[Collection entries]
....................
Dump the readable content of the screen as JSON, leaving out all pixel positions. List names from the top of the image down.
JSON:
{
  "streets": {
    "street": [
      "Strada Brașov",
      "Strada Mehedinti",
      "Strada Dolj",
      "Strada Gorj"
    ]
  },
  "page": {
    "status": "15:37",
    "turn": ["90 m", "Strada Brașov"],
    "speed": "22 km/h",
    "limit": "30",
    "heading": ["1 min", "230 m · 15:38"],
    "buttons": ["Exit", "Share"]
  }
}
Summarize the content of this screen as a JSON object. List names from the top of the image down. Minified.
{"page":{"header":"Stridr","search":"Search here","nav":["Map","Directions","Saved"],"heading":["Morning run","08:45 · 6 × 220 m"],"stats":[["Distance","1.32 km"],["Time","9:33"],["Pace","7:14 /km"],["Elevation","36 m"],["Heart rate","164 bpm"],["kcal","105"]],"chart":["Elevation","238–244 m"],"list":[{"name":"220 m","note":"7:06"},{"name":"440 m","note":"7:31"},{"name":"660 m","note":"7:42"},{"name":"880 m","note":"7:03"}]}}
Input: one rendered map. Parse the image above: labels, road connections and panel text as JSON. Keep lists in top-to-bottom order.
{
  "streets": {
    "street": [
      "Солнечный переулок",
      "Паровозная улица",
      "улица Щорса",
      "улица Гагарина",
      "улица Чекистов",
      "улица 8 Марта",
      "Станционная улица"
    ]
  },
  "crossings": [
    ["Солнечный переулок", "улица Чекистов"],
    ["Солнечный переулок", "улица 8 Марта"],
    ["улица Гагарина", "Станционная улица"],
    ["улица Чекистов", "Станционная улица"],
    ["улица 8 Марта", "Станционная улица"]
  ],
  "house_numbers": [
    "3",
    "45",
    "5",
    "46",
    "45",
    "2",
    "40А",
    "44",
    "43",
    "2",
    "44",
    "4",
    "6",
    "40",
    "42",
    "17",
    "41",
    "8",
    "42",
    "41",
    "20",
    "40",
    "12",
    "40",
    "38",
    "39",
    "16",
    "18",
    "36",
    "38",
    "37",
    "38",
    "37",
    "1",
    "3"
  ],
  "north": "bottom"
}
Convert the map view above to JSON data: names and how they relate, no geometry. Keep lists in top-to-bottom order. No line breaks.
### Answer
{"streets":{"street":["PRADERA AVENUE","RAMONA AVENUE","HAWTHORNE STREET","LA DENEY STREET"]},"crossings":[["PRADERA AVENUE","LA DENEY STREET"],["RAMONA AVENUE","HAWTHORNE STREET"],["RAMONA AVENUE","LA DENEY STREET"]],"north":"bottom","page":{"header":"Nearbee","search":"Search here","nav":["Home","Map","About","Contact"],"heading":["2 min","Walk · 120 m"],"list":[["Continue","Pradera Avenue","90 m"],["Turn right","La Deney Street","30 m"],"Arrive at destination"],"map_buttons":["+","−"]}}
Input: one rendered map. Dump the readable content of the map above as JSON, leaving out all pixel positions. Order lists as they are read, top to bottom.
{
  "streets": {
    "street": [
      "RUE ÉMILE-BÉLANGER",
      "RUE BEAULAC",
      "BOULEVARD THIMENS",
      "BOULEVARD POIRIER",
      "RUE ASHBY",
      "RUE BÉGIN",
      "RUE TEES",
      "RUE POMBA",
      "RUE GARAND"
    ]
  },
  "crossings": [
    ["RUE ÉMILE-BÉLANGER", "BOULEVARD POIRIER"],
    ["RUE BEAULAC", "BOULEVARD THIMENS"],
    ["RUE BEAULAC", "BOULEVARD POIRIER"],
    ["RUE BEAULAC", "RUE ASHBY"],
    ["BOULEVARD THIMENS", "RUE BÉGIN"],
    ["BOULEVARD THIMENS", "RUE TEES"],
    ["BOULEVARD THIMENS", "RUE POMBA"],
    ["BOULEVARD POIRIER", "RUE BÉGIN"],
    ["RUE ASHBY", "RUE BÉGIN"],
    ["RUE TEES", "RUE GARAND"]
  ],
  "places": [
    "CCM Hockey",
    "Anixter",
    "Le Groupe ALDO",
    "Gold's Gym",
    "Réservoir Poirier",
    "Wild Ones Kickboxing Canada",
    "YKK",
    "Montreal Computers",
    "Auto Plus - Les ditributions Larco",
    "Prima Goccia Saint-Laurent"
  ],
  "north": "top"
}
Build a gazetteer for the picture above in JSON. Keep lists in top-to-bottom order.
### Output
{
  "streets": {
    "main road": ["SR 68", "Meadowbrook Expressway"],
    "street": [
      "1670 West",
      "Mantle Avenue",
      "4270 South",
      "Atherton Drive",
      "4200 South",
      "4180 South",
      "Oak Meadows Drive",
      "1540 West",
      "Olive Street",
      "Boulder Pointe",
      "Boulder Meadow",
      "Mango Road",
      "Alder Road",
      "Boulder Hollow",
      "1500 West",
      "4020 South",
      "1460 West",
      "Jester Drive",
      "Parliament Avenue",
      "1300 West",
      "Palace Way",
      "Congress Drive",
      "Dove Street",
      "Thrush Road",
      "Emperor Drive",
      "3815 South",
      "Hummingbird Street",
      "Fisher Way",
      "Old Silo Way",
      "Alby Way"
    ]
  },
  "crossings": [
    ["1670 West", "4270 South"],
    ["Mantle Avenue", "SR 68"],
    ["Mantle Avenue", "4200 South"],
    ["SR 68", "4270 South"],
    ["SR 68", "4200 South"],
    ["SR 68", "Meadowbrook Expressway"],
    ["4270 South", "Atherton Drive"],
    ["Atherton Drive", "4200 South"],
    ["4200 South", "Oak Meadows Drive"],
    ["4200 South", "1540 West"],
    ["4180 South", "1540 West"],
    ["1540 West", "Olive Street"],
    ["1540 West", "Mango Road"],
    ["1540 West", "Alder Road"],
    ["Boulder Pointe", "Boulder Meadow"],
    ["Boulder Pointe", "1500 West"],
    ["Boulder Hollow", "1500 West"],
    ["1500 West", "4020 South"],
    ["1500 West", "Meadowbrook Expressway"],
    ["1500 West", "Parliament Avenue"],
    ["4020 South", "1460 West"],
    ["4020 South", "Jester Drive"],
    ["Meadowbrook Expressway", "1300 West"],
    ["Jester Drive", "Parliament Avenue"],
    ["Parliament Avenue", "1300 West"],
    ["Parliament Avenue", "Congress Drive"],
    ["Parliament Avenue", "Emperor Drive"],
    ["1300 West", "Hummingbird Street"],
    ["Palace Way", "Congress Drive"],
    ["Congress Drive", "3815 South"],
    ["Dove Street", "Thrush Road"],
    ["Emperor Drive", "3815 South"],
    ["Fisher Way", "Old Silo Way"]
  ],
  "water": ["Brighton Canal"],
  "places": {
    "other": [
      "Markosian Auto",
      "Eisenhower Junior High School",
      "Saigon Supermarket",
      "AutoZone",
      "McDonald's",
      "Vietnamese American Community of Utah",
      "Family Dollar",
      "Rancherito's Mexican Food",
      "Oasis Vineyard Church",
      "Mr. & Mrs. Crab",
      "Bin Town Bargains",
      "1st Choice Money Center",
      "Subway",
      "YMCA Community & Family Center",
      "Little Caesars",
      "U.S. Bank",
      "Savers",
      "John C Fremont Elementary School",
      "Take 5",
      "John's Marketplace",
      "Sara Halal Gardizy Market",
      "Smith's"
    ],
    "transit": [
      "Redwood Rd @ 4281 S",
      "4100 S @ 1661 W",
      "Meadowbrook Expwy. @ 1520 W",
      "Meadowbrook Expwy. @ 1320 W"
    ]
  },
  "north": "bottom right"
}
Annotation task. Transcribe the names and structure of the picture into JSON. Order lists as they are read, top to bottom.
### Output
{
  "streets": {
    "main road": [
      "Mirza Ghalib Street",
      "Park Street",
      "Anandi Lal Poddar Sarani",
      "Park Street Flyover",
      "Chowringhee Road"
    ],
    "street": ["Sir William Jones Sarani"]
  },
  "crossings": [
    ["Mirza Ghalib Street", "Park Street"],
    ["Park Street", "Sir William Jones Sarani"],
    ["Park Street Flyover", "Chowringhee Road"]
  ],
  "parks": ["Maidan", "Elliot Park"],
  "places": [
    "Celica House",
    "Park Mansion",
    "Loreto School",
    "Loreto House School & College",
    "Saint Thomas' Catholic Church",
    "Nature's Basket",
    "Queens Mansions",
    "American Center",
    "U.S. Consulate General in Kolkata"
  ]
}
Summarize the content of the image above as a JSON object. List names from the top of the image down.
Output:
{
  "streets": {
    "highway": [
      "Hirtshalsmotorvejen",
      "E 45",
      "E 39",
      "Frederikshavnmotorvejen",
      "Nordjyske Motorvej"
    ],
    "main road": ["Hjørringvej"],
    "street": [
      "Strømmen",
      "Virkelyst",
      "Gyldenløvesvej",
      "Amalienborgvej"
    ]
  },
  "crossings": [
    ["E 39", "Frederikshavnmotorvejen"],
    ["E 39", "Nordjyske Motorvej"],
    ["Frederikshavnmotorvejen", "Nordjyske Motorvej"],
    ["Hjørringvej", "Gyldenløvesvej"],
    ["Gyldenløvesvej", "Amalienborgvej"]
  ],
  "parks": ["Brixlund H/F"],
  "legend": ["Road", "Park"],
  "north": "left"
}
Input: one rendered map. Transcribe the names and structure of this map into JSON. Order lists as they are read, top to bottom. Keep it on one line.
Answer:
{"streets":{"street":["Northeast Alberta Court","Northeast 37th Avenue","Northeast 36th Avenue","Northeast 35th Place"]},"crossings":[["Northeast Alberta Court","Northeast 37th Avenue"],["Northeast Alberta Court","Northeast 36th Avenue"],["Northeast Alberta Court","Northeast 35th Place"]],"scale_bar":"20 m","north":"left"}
....................
> What the task requires
Search the entries for the word "THIMENS". Copy each line where it appears.

> Task answer
      "BOULEVARD THIMENS",
    ["RUE BEAULAC", "BOULEVARD THIMENS"],
    ["BOULEVARD THIMENS", "RUE BÉGIN"],
    ["BOULEVARD THIMENS", "RUE TEES"],
    ["BOULEVARD THIMENS", "RUE POMBA"],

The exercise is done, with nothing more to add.